When evaluating complex mixtures—fermentation broths, polymer solutions, ionic liquids—property data may be scarce. Researchers combine experimental measurement with predictive correlations such as the Arrhenius viscosity model or Guggenheim–Katayama surface-tension correlation. Uncertainty analysis is crucial: because μ enters as μ⁴, a 5% error in viscosity yields ~20% error in Mo. Reporting expanded uncertainty and calibration traceability aligns with ISO/IEC 17025 expectations and supports comparability across laboratories.
Applications Across Industries
Chemical and biochemical reactors
Bubble columns, airlift reactors, and fermentation vessels rely on Mo-guided design to ensure appropriate bubble sizes and gas holdup. High-Mo broths, such as viscous biopolymer cultures, require sparger designs that generate sufficient buoyancy-driven circulation despite damped bubble rise. Engineers adjust gas velocity, sparger pore size, and surfactant dosing to shift effective Mo and maintain oxygen transfer. Coupling Mo with Nusselt-number correlations helps link bubble behaviour to heat-removal strategies.
Mineral processing and wastewater treatment
Froth flotation cells use surfactants to tune σ, thereby adjusting Mo to optimise bubble size for particle capture. Wastewater aeration basins manage viscosity changes caused by biomass concentration; monitoring Mo assists in maintaining oxygen transfer efficiency and avoiding coalescence that reduces surface area. Chemical dosing to modify surface tension offers a lever for controlling bubble regimes without altering mechanical equipment.
Energy systems and climate technologies
In boiling water reactors and next-generation molten-salt systems, Mo helps assess bubble departure sizes and two-phase stability.

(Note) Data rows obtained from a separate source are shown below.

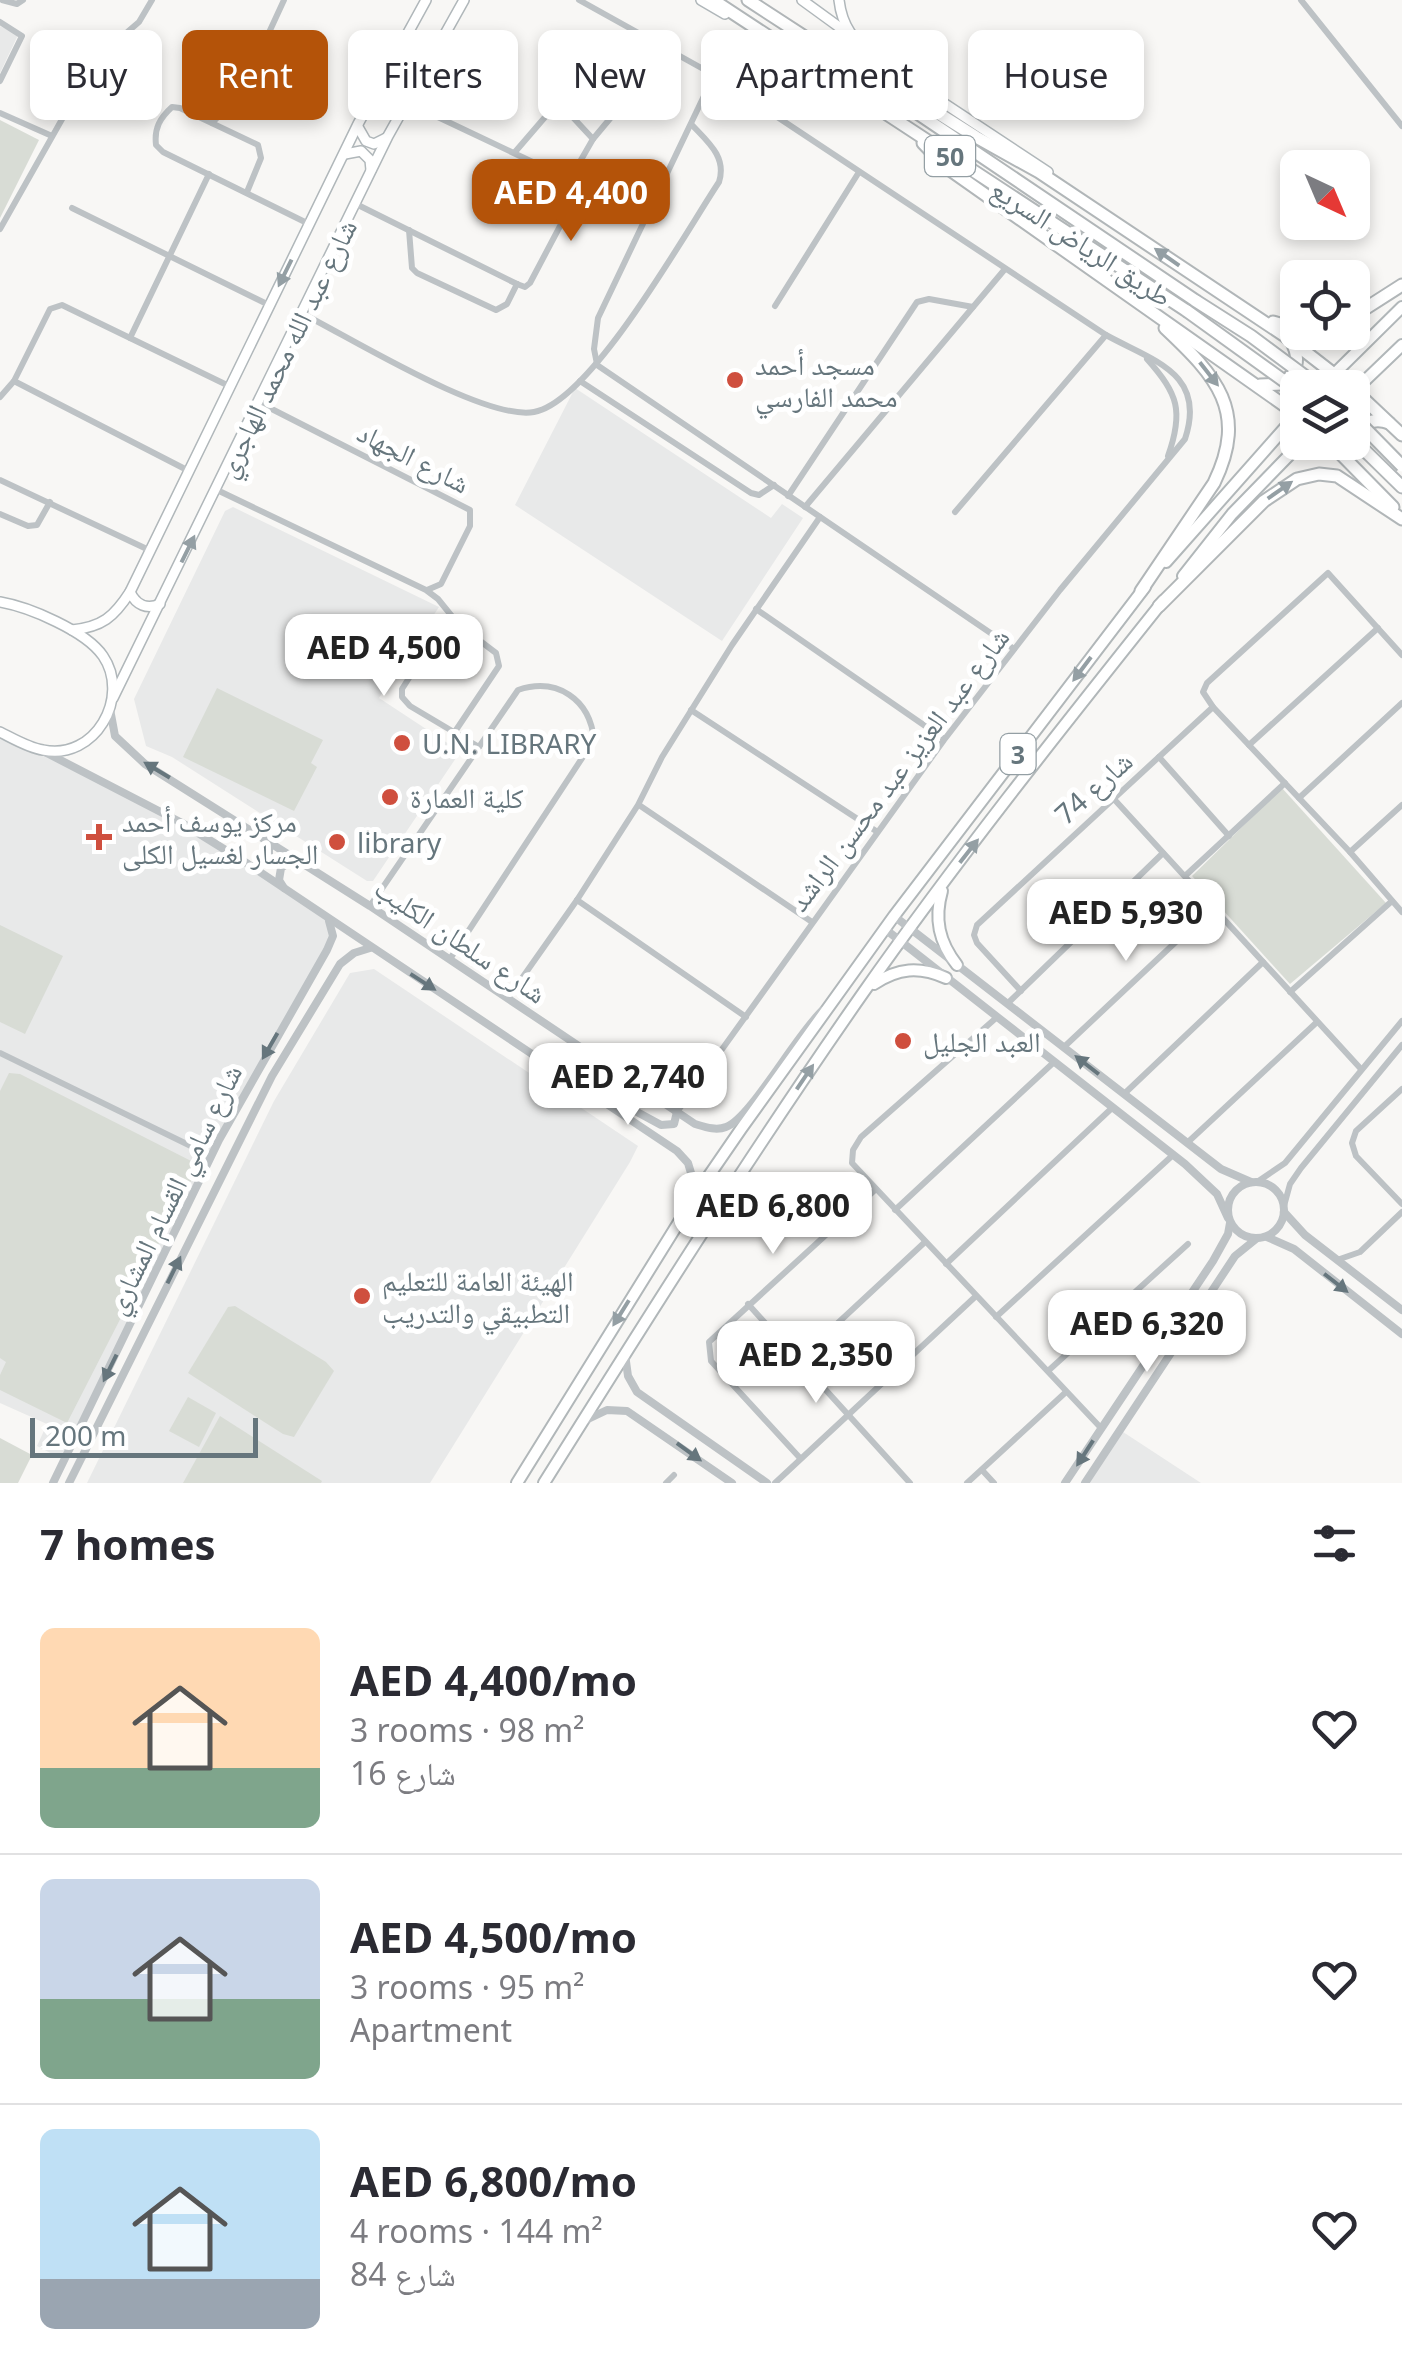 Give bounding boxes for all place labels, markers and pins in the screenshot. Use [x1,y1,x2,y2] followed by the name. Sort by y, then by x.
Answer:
[457,159,685,244] pin: AED 4,400
[755,345,898,420] place label: مسجد أحمد محمد الفارسي
[724,369,746,391] marker: مسجد أحمد محمد الفارسي
[270,614,498,699] pin: AED 4,500
[422,724,597,762] place label: U.N. LIBRARY
[391,732,413,754] marker: U.N. LIBRARY
[410,778,524,816] place label: كلية العمارة
[379,786,401,808] marker: كلية العمارة
[122,802,319,872] place label: مركز يوسف أحمد الجسار لغسيل الكلى
[357,823,442,861] place label: library
[86,824,112,850] marker: مركز يوسف أحمد الجسار لغسيل الكلى
[326,831,348,853] marker: library
[1012,879,1240,964] pin: AED 5,930
[923,1022,1041,1060] place label: العبد الجليل
[892,1030,914,1052] marker: العبد الجليل
[514,1043,742,1128] pin: AED 2,740
[659,1172,887,1257] pin: AED 6,800
[382,1261,574,1336] place label: الهيئة العامة للتعليم التطبيقي والتدريب
[351,1285,373,1307] marker: الهيئة العامة للتعليم التطبيقي والتدريب
[1033,1290,1261,1375] pin: AED 6,320
[702,1321,930,1406] pin: AED 2,350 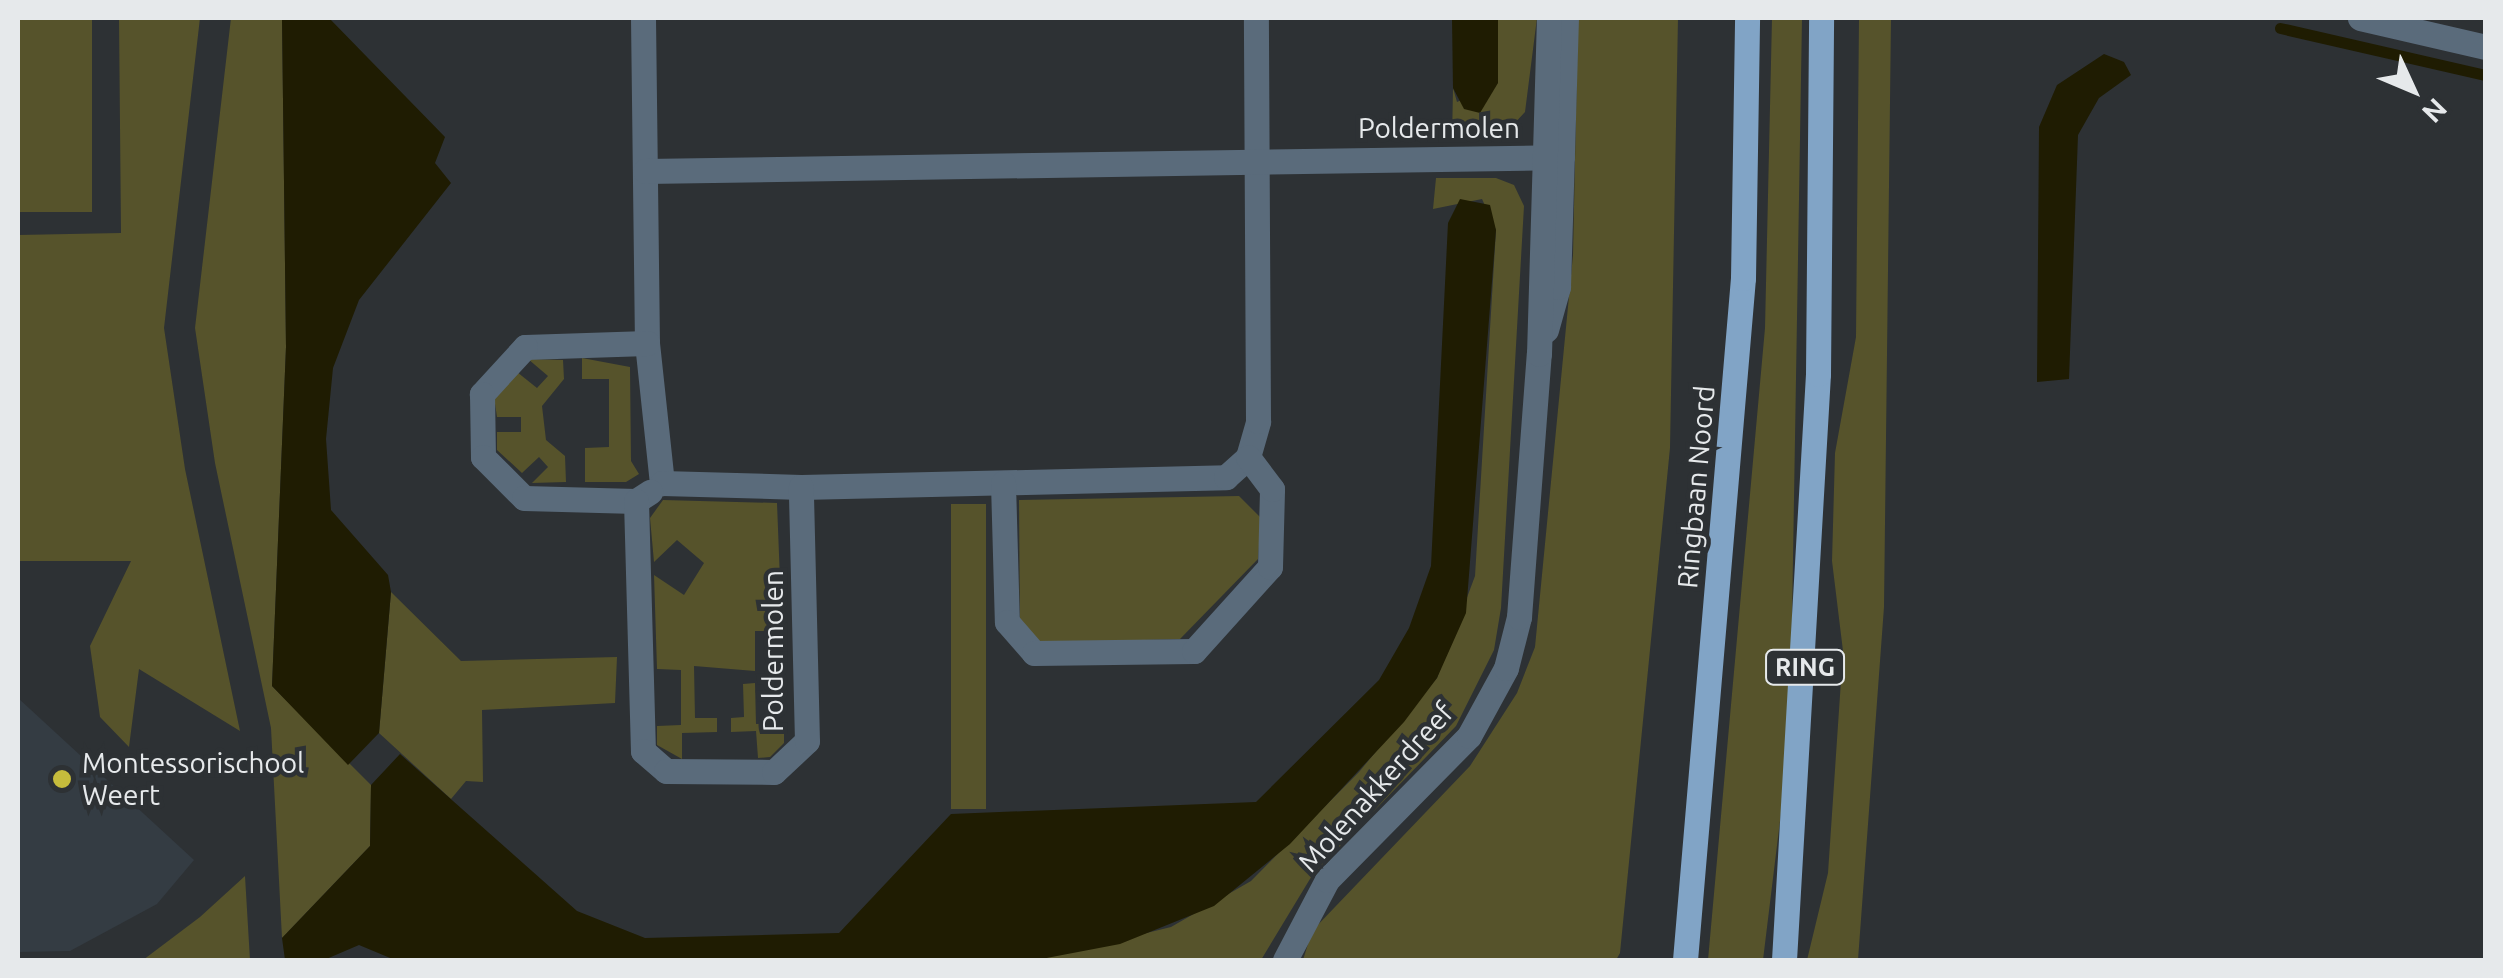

Carbon capture systems employing gas–liquid contactors (spray columns, packed towers) use Mo-derived insights to select solvents and operating temperatures that balance mass transfer with hydraulic performance. Geothermal power plants track brine properties affecting Mo to predict phase-separation behaviour in separators and turbines.
Food, cosmetics, and consumer products
Aerated foods (whipped creams, foams) and cosmetic emulsions depend on controlling bubble or droplet stability. Formulators adjust viscosity with hydrocolloids and surface tension with emulsifiers to target Mo ranges that stabilise textures while preventing coalescence. Quality-control protocols record Mo alongside rheological curves to ensure batch-to-batch consistency and regulatory compliance.
Strategic Importance and Future Directions
Digital twins and advanced CFD models increasingly incorporate Morton-number scaling to predict multiphase reactor performance under dynamic operating conditions. Machine-learning algorithms trained on Mo, Eo, and Re features can forecast bubble size distributions, enabling real-time control. Emerging materials—ionic liquids, deep eutectic solvents, bio-based surfactants—offer new levers to manipulate Mo for sustainable processes.
Future research explores coupling Mo with microscale imaging (x-ray tomography, high-speed laser scanning) to derive constitutive models bridging pore-scale physics and plant-scale design. As industries pursue decarbonisation and resource efficiency, mastering the Morton number ensures that multiphase contactors deliver high throughput, selectivity, and energy efficiency. Keep this reference alongside the ISO 80000-11 characteristic-number overview to maintain rigorous notation and reporting across collaborations.